Collected data entries:
####

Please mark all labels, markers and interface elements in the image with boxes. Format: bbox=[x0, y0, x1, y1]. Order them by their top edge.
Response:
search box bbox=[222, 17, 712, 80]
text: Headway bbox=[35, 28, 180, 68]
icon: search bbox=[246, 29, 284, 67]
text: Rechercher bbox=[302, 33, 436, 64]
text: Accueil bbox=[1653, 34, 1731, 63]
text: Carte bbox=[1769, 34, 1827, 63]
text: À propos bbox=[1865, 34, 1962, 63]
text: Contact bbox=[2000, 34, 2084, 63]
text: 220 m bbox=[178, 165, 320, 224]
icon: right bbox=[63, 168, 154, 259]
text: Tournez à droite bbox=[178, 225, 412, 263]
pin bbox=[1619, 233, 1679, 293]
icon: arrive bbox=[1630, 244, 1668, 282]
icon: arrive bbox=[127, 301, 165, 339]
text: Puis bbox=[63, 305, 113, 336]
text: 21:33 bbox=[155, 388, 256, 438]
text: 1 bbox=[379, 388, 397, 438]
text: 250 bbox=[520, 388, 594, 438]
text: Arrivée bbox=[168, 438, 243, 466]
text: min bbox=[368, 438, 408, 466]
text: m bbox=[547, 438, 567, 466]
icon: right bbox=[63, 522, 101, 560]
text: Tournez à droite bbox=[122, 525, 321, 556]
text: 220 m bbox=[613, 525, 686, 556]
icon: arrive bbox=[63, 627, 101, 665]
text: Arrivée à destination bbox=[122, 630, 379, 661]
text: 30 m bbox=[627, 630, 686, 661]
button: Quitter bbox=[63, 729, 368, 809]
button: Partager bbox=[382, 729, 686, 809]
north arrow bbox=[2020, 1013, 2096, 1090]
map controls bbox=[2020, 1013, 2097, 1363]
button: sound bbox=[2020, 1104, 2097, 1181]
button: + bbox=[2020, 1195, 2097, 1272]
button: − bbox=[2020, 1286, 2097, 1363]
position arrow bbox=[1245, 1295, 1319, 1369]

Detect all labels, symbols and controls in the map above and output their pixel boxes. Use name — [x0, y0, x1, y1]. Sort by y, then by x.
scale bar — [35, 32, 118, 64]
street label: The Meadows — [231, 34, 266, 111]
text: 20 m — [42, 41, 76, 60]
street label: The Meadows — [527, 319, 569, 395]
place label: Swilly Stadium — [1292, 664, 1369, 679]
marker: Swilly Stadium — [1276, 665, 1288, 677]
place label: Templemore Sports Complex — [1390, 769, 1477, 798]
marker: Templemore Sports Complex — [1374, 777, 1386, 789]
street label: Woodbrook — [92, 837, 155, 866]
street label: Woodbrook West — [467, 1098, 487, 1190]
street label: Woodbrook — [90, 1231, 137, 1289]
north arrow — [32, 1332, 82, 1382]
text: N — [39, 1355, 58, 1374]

####

• [Brief]
What lines in the records above include the string "Tournez"? Copy each one.

• [Completed task]
text: Tournez à droite bbox=[178, 225, 412, 263]
text: Tournez à droite bbox=[122, 525, 321, 556]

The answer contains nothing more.